Une meilleure compréhension de ces récepteurs pourrait ouvrir de nouvelles perspectives sur divers processus biologiques, malgré le fait qu’ils soient difficiles à produire pour des études scientifiques. Cependant, l’équipe de l’UCSF a réussi à surmonter plusieurs obstacles techniques qui ont longtemps entravé le domaine.
Elle a choisi de se concentrer sur un récepteur appelé OR51E2, connu pour répondre au propionate, une molécule qui contribue à l’odeur particulière de certains fromages. Ce choix n’a pas été fait au hasard comme l’expliquent les auteurs dans un communiqué. En effet, le récepteur OR51E2 présente une double particularité qui a attiré l’attention des chercheurs : il est non seulement abondant dans le corps humain, mais il est également largement présent dans le nez. Il était donc potentiellement plus facile à fabriquer artificiellement.
Une avancée majeure pour la science de l’odorat
Grâce à une technique d’imagerie appelée cryo-microscopie électronique (cryo-EM), l’équipe de l’UCSF a réussi à visualiser la structure atomique et à étudier les formes moléculaires des protéines. Les chercheurs ont ainsi pu observer comment le récepteur olfactif se lie à une molécule odorante.
Cette image moléculaire a montré que le propionate se fixe fermement à OR51E2 par le biais d’un ajustement très spécifique entre l’odorant et le récepteur. On peut le comparer à une clé s’insérant parfaitement dans une serrure. Cette liaison précise suggère une adaptation évolutive spécifique pour la détection de cette molécule.

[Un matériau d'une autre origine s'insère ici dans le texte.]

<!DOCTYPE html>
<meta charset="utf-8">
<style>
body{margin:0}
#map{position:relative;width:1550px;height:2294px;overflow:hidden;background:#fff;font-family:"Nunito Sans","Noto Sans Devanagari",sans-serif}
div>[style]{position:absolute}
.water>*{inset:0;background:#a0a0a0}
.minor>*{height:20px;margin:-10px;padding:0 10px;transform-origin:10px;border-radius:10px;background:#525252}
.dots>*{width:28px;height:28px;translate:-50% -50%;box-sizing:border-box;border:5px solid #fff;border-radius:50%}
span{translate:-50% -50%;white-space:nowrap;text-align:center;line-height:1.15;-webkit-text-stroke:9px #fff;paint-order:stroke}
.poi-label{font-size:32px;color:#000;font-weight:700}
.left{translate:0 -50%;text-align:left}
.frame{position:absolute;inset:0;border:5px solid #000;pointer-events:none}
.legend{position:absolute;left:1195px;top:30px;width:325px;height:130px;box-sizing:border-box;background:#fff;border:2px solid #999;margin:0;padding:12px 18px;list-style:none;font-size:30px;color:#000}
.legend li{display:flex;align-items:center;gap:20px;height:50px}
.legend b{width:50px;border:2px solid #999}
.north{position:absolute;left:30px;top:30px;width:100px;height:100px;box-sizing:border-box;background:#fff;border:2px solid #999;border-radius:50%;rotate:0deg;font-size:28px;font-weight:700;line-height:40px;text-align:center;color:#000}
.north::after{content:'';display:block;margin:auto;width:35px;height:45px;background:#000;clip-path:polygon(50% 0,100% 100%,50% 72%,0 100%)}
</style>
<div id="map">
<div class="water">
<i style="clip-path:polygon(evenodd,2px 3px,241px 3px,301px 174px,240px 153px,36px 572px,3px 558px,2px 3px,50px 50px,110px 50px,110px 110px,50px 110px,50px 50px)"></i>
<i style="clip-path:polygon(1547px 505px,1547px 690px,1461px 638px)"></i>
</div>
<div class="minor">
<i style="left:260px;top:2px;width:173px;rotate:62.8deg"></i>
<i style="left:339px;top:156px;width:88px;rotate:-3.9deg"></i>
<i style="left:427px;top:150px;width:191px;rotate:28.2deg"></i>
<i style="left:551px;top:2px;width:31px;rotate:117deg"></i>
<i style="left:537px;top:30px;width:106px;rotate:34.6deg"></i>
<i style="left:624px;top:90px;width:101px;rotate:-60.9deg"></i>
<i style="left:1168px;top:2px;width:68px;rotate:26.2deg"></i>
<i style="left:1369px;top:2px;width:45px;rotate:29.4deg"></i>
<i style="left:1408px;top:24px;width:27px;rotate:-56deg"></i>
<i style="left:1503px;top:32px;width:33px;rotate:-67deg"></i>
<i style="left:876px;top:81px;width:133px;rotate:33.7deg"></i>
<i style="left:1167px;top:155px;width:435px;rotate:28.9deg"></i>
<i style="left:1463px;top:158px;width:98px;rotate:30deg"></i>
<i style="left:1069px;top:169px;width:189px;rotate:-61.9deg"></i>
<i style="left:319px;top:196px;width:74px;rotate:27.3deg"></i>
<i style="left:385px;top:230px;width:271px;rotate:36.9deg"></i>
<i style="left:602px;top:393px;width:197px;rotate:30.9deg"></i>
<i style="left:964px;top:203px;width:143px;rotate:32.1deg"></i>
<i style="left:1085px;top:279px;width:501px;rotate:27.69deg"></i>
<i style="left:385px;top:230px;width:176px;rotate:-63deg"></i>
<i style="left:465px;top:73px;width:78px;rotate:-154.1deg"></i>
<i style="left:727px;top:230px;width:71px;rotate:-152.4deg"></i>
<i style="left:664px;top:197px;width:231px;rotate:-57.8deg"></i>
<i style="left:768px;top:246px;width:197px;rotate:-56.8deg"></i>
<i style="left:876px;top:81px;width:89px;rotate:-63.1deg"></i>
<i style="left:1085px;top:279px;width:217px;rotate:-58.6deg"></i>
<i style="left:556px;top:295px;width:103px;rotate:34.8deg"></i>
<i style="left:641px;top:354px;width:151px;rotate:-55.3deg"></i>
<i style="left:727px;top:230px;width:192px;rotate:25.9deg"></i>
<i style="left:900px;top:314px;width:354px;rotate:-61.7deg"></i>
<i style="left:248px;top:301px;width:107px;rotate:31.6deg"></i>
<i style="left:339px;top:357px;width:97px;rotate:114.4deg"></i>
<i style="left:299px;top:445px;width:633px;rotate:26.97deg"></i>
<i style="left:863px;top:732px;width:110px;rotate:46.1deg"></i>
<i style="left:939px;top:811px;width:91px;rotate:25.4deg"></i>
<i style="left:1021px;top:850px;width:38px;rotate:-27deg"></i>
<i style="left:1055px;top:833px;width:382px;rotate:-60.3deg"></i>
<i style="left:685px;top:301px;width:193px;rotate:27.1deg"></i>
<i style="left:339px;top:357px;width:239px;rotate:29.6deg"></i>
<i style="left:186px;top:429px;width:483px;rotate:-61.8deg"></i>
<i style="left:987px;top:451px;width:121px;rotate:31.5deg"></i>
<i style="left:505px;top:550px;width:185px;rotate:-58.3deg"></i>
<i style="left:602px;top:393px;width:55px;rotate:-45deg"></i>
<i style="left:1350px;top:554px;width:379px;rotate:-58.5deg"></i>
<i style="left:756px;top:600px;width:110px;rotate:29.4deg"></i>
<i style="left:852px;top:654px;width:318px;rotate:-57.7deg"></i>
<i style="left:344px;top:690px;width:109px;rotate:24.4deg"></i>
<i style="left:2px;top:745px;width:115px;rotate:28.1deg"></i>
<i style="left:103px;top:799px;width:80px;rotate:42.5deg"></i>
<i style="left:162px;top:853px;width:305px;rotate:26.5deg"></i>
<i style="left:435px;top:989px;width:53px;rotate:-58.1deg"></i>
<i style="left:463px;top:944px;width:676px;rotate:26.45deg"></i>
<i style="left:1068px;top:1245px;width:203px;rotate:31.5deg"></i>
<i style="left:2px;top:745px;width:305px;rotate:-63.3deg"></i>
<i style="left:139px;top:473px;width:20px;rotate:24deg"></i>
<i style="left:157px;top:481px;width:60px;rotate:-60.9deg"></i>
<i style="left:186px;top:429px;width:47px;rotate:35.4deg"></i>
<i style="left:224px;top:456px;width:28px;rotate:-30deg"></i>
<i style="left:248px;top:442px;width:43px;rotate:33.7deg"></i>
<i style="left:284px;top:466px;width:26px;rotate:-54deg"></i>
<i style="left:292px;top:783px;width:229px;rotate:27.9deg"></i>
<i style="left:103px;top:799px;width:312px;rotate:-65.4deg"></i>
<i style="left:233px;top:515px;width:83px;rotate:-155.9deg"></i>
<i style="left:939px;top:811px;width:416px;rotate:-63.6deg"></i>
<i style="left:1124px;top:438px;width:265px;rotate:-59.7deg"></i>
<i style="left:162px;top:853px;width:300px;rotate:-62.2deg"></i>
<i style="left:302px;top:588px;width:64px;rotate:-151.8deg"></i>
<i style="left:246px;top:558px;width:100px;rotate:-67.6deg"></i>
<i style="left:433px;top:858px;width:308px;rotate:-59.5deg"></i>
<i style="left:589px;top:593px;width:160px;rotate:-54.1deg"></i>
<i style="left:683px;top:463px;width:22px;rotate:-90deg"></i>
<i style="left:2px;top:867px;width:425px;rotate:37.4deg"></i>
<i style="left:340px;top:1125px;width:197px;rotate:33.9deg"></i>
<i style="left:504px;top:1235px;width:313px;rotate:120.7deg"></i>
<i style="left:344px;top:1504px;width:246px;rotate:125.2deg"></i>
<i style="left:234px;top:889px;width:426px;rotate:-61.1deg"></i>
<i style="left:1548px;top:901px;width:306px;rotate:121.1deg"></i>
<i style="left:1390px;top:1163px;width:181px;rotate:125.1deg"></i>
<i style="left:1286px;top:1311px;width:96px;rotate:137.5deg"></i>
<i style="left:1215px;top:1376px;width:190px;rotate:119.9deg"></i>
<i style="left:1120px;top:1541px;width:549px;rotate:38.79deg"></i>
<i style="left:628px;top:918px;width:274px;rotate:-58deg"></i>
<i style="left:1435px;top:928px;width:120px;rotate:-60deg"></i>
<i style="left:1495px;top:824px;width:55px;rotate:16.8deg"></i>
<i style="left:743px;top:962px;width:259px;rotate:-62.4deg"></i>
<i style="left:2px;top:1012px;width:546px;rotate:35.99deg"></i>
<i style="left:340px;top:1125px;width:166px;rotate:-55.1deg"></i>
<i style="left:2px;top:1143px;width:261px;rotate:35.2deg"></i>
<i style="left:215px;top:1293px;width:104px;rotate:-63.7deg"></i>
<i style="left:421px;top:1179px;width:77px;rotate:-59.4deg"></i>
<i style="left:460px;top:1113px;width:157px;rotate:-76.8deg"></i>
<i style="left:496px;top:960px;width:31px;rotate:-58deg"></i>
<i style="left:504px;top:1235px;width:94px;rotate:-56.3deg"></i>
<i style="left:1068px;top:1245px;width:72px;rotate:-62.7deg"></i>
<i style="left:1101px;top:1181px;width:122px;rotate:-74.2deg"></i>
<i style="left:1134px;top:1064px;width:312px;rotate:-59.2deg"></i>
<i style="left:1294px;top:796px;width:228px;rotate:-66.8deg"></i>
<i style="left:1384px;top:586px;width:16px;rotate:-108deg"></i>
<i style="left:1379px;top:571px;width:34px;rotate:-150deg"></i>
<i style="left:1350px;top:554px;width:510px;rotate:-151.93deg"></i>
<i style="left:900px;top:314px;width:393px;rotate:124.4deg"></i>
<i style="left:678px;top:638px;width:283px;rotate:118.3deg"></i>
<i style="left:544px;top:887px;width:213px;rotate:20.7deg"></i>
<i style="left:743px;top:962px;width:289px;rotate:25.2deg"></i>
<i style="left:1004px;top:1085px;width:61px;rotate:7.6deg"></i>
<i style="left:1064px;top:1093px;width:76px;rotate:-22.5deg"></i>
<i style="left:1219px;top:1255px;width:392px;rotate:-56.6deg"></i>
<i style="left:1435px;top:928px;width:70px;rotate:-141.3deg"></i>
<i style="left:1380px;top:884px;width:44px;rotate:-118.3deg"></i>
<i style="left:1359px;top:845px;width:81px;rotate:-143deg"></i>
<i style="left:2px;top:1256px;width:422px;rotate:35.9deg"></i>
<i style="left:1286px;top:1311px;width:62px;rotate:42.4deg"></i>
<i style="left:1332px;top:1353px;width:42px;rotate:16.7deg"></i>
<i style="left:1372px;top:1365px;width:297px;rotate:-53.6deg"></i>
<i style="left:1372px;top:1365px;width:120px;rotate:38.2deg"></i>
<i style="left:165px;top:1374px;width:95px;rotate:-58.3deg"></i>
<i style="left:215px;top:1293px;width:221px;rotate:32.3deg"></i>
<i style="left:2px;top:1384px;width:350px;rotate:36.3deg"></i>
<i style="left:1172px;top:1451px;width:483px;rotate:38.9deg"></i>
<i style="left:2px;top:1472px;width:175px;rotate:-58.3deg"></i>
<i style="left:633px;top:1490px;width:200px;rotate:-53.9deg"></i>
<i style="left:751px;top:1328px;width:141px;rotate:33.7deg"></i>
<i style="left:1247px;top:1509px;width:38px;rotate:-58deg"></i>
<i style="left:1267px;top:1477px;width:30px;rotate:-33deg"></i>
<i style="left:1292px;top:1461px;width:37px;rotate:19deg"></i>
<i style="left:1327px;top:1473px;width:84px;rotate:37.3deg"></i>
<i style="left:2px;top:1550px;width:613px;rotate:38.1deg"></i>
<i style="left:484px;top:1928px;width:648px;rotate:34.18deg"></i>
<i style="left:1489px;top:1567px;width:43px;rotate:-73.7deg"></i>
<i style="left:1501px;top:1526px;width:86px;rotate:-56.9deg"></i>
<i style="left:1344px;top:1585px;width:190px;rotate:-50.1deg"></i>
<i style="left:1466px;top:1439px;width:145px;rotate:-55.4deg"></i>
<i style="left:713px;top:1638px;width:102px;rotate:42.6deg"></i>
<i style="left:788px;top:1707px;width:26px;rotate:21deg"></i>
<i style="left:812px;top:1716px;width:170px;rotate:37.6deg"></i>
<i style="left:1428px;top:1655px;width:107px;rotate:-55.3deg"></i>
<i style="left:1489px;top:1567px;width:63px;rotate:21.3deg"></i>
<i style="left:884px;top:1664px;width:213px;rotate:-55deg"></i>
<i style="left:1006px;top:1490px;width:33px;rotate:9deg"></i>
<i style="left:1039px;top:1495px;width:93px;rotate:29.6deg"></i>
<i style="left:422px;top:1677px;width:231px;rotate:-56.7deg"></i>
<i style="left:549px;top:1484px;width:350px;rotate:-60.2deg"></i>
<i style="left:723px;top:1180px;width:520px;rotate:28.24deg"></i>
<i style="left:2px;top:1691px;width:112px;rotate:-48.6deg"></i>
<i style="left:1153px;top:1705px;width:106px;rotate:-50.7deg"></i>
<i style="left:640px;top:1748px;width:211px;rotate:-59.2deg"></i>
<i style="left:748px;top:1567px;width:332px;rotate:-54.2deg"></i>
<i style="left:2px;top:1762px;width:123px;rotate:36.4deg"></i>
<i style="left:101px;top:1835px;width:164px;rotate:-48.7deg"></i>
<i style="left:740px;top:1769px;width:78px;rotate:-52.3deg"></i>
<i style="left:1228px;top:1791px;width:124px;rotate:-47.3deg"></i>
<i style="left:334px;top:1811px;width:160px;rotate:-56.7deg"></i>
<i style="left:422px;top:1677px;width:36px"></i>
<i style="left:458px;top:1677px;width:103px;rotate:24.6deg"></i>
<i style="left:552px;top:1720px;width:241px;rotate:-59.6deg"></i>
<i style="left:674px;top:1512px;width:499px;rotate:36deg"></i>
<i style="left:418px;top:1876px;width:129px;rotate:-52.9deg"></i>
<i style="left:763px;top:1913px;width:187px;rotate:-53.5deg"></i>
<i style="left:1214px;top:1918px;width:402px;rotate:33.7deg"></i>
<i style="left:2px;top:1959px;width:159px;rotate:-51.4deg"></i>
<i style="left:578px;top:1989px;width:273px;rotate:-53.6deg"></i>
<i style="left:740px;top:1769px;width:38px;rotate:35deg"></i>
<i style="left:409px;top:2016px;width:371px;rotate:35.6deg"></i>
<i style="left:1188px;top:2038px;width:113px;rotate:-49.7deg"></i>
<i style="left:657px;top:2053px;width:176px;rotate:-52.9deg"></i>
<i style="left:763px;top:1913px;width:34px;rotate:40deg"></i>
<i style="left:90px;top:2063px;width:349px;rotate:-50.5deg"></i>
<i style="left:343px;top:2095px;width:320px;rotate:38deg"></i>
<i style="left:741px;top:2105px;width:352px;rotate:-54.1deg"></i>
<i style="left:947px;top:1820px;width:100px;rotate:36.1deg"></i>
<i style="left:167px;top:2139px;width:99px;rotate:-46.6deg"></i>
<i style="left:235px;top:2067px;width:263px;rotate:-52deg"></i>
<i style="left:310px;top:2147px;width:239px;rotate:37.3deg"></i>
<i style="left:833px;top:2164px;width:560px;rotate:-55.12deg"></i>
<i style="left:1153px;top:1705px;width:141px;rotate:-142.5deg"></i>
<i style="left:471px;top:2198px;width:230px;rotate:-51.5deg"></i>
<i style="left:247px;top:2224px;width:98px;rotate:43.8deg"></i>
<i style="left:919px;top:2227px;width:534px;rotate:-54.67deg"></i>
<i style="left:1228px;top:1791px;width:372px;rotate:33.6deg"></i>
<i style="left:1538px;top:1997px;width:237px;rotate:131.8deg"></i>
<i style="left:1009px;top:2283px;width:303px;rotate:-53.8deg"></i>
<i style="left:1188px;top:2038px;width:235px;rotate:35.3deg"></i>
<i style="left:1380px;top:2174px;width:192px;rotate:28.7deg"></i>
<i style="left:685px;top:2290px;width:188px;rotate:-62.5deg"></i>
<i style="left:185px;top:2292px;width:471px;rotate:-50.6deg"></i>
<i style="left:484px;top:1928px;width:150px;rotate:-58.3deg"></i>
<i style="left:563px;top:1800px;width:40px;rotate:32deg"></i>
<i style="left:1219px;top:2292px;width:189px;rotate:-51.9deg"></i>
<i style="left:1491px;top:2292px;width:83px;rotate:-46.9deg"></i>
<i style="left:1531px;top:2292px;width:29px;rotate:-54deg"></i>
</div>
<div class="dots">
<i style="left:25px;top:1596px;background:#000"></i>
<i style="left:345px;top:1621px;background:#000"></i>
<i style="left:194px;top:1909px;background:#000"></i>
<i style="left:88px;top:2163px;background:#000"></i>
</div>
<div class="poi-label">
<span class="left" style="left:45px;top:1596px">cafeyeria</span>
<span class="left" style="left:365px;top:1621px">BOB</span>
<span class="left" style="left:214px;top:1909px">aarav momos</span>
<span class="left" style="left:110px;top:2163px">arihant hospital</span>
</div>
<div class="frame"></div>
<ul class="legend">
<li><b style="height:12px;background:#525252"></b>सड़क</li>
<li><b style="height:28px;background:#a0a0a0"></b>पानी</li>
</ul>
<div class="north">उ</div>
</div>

Cette découverte est en accord avec l’une des fonctions du système olfactif en tant que sentinelle pour détecter les dangers. Le propionate est une molécule qui contribue à l’odeur de certains fromages suisses, mais elle est également présente dans les aliments avariés. Ainsi, selon les auteurs, la capacité du récepteur OR51E2 à détecter spécifiquement le propionate pourrait être un mécanisme de défense essentiel. Il nous alerterait lorsque nous sommes sur le point de consommer des aliments pouvant être nocifs pour notre santé.
Une activation de récepteurs olfactifs en masse
Un autre aspect particulier de l’olfaction, mis en lumière par cette étude, est la capacité à détecter de minuscules quantités de molécules odorantes qui peuvent apparaître et disparaître rapidement. Cela est rendu possible par l’activation simultanée d’un grand nombre de récepteurs olfactifs. Pour comprendre comment le propionate active le récepteur OR51E2, l’équipe de recherche a collaboré avec le biologiste quantitatif Nagarajan Vaidehi de City of Hope.
Vaidehi a utilisé des méthodes basées sur la physique pour simuler et réaliser des films montrant comment le récepteur OR51E2 est activé par le propionate. Ces simulations ont permis aux chercheurs de visualiser les changements de forme du récepteur au niveau atomique lorsqu’il est activé. Ils ont pu mieux appréhender comment les infimes quantités de molécules odorantes sont détectées et comment elles déclenchent le processus de signalisation cellulaire conduisant à la perception de l’odeur.
Ces travaux ouvrent la possibilité à la création de nouvelles senteurs. Cela pourrait avoir des applications dans des domaines aussi variés que la parfumerie, l’industrie alimentaire ou la médecine. D’ailleurs, l’équipe développe actuellement des techniques plus efficaces pour étudier d’autres paires odorant-récepteur. De plus, ces récepteurs sont principalement connus pour leur rôle dans l’olfaction, mais ils ont également été impliqués dans d’autres processus biologiques comme le cancer de la prostate et la libération de sérotonine dans l’intestin. L’équipe voudrait donc comprendre la biologie non olfactive qui leur est associée.